BLOG POST | 2 Apr 2019
20 years since the Kosovo war
What was – and what remains
It is exactly 20 years since NATO carried out airstrikes in the former Yugoslavia. Whether the war was justified is still contested, 20 years on.
By Hans-Joachim Giessmann
It is exactly 20 years since NATO carried out airstrikes in the former Yugoslavia. With no mandate under international law and in the face of strong opposition from two permanent members of the Security Council, Russia and China, NATO attempted to force an outcome that had not been achieved during the preceding weeks of negotiations: Belgrade’s surrender of military control over Kosovo.
The fact that the campaign was a deliberate breach of international law is no longer seriously disputed. Whether the war was nonetheless justified, is still contested, 20 years on.
It is primarily political and moral arguments that are marshalled to justify the war: The oppression and increasing expulsion of the Kosovo Albanians would not have ended without NATO’s intervention. After the breakdown of negotiations between the Kosovo rebel army and the government of Yugoslavia, abuse and harassment by the Serbian police and armed forces would simply have escalated.
It is claimed that NATO gave Yugoslavia’s leader Slobodan Milošević time to fall into line – time which he chose not to use. Although NATO acted without a Security Council mandate, it did so out of a sense of responsibility and in compliance with principles of international law, mainly to protect the people of Kosovo from further attacks. After all, law should not serve to perpetuate gross injustice, so the argument goes. Moreover, the UN Security Council issued a mandate ex post.

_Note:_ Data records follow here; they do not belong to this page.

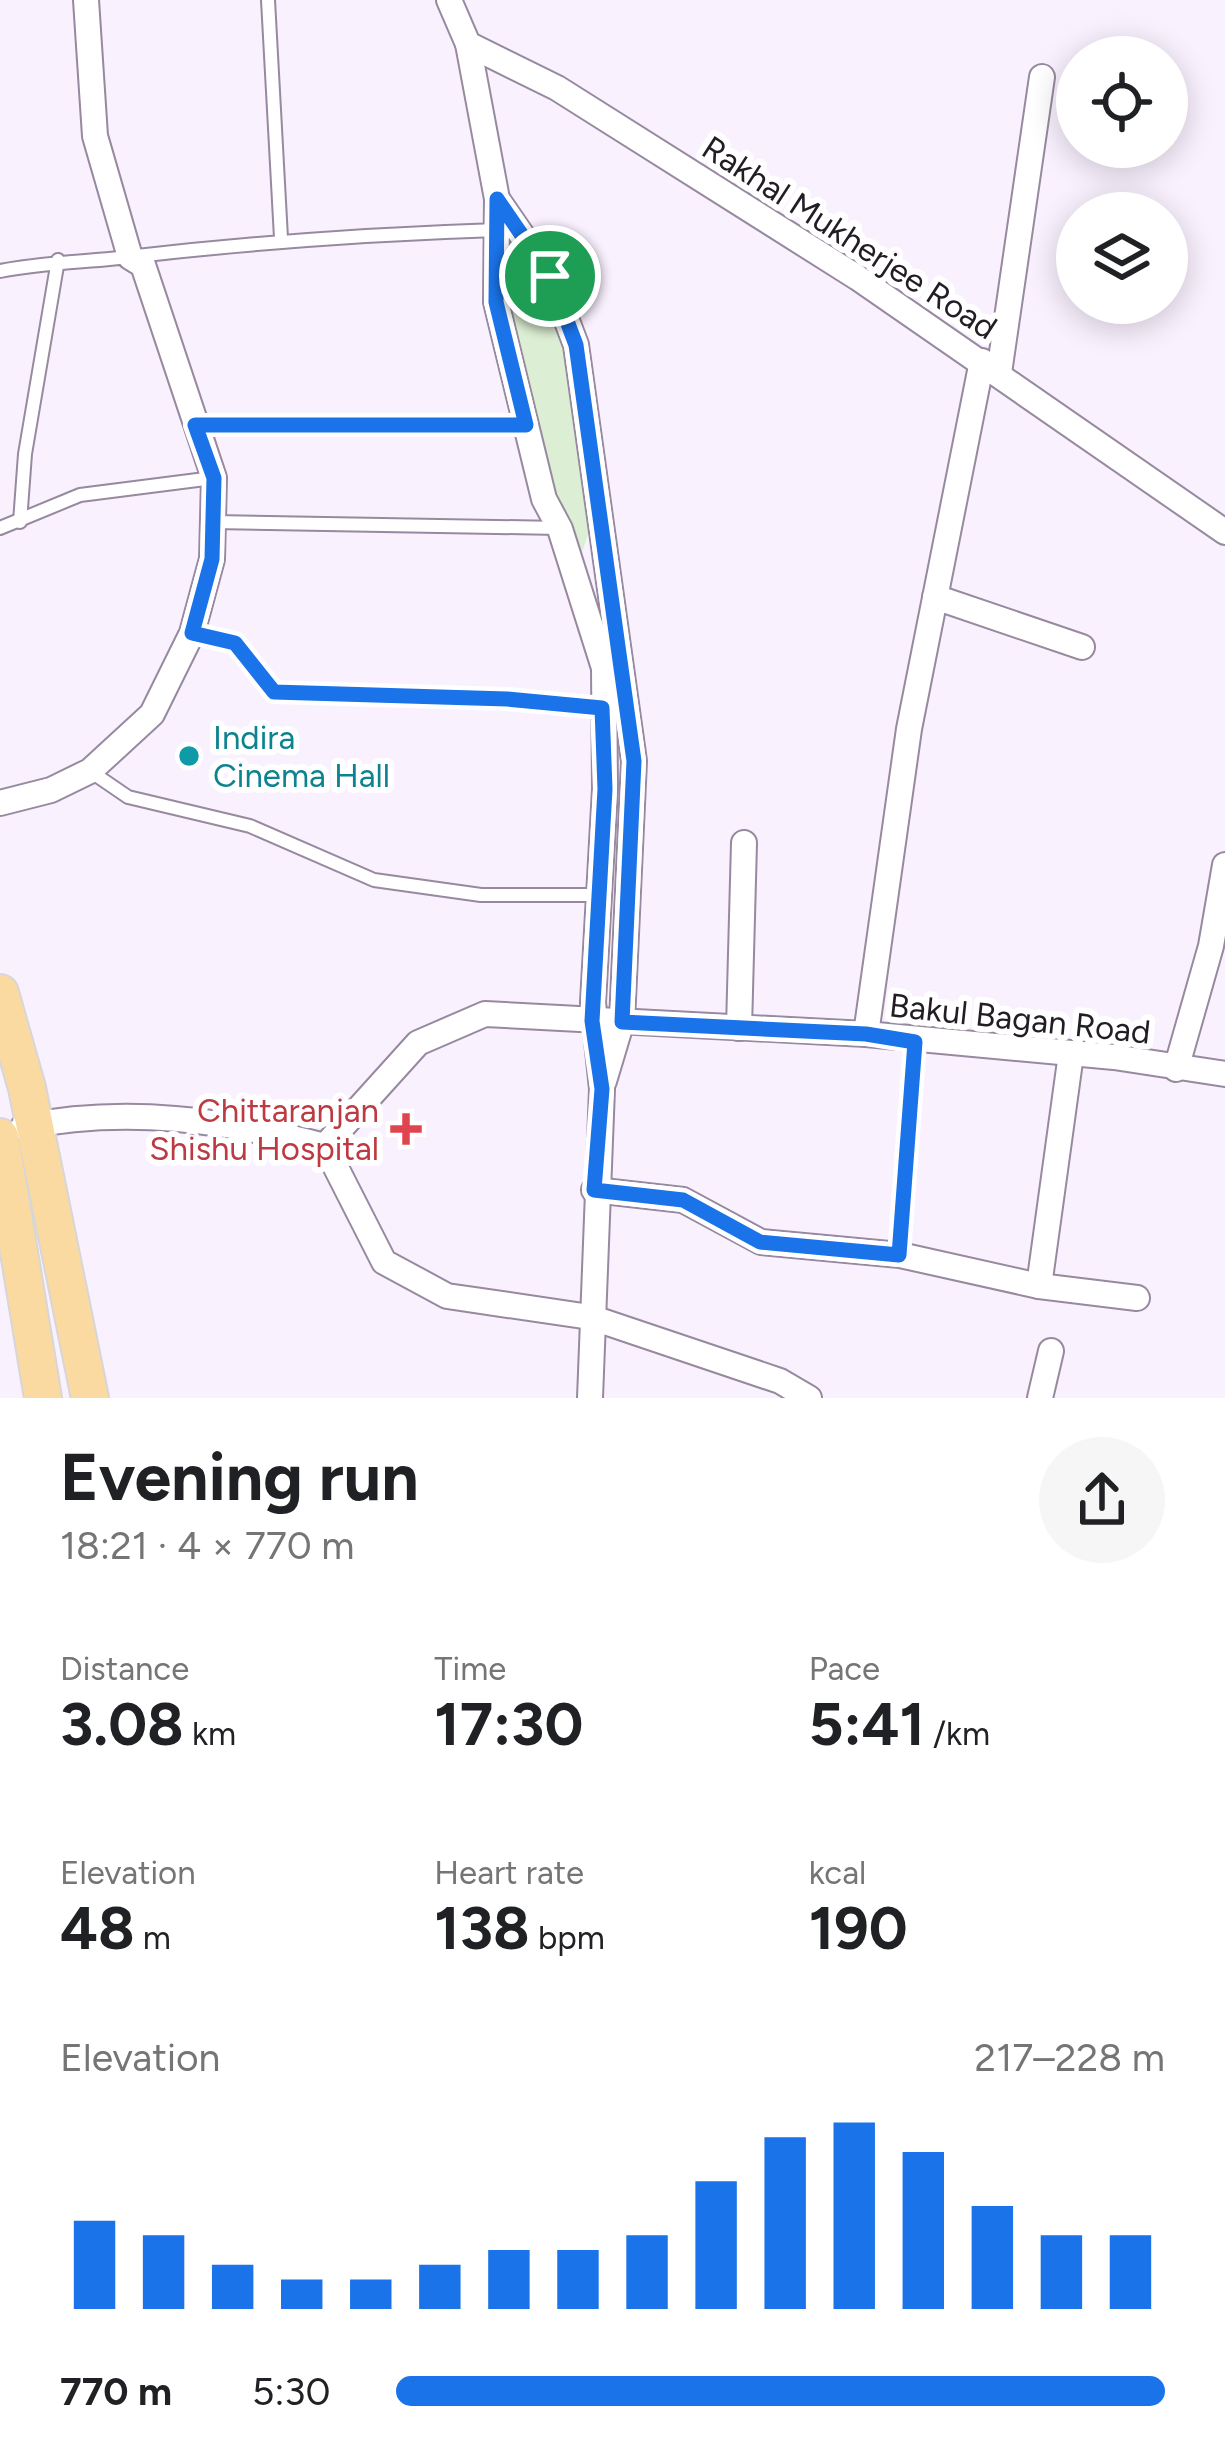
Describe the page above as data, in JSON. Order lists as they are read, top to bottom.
{
  "streets": {
    "street": ["Rakhal Mukherjee Road", "Bakul Bagan Road"]
  },
  "places": {
    "other": ["Indira Cinema Hall"],
    "health": ["Chittaranjan Shishu Hospital"]
  },
  "page": {
    "heading": ["Evening run", "18:21 · 4 × 770 m"],
    "stats": [
      ["Distance", "3.08 km"],
      ["Time", "17:30"],
      ["Pace", "5:41 /km"],
      ["Elevation", "48 m"],
      ["Heart rate", "138 bpm"],
      ["kcal", "190"]
    ],
    "chart": ["Elevation", "217–228 m"],
    "list": [
      {
        "name": "770 m",
        "note": "5:30"
      }
    ]
  }
}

Criticism of the NATO campaign mainly focuses on the precedent set under international law, but political and moral arguments are invoked as well. Wars of aggression are prohibited under international law. It is true that the two exceptions to the prohibition of the use of force did not apply here: this was not self-defence under Article 51 of the UN Charter, nor had the Security Council mandated measures under Articles 39-42 that would have justified the use of force against a sovereign member of the United Nations.
The fact that the campaign was a deliberate breach of international law is no longer seriously disputed. Whether the war was nonetheless justified, is still contested, 20 years on.
Politically, it is argued that there was no reason to launch the strikes as early as on 24 March 1999, except for the fact that NATO’s credibility was at stake. It had previously announced air strikes in September 1998 if the negotiations failed – even though the talks had not yet commenced at the time. Under these circumstances, so the argument goes, the Kosovar rebels had no better option than to deliberately allow the talks to fail, in effect co-opting the NATO air force into acting on their behalf.
Morally speaking, there was already criticism during the bombing campaign itself that it violated the principle of proportionality since it not only blocked the Serbian army’s access to Kosovo but also damaged civilian infrastructure, including bridges, power stations and industrial plants.
So much for the two sides’ arguments.
Two decades on, what lessons should be learned? There are many, but I will mention just three of them here:
Firstly, NATO’s intervention enabled the Kosovars to achieve self-determination and ended their oppression. However, the peace is fragile at best, and 20 years on, permanent deployment of peacekeeping troops seems unavoidable.
Secondly, it demonstrated that gross violations of minority and human rights are no longer protected by state sovereignty. The subsequent development of the responsibility to protect (R2P) principle was facilitated in part by the Kosovo war. However, this breach of international law also became a reference case for those who believe in the use of armed force, even without a mandate under international law, as a means of asserting their interests, whatever these may be. Not least, Moscow supported the armed secession of Crimea with reference to the self-determination achieved by Kosovo.
And thirdly, the international community now faces the inevitable question of whether it wishes to maintain the prohibition of the use of force as a universal principle applicable to the powerful and the weak alike, and is capable of providing effective UN-based mechanisms against breaches of the law. Or does it prefer to rely on powerful countries to resolve matters through their own coalitions, if necessary at the expense of existing commitments under international law.
But perhaps this question is anyway moot by now. The US, Russia, China and other powers along with them have long relied on their own military strength to assert their interests, in some cases by agreement among themselves. Were this to continue, it would be the most ominous lesson to be learned for the collective world order since the Kosovo war 20 years ago.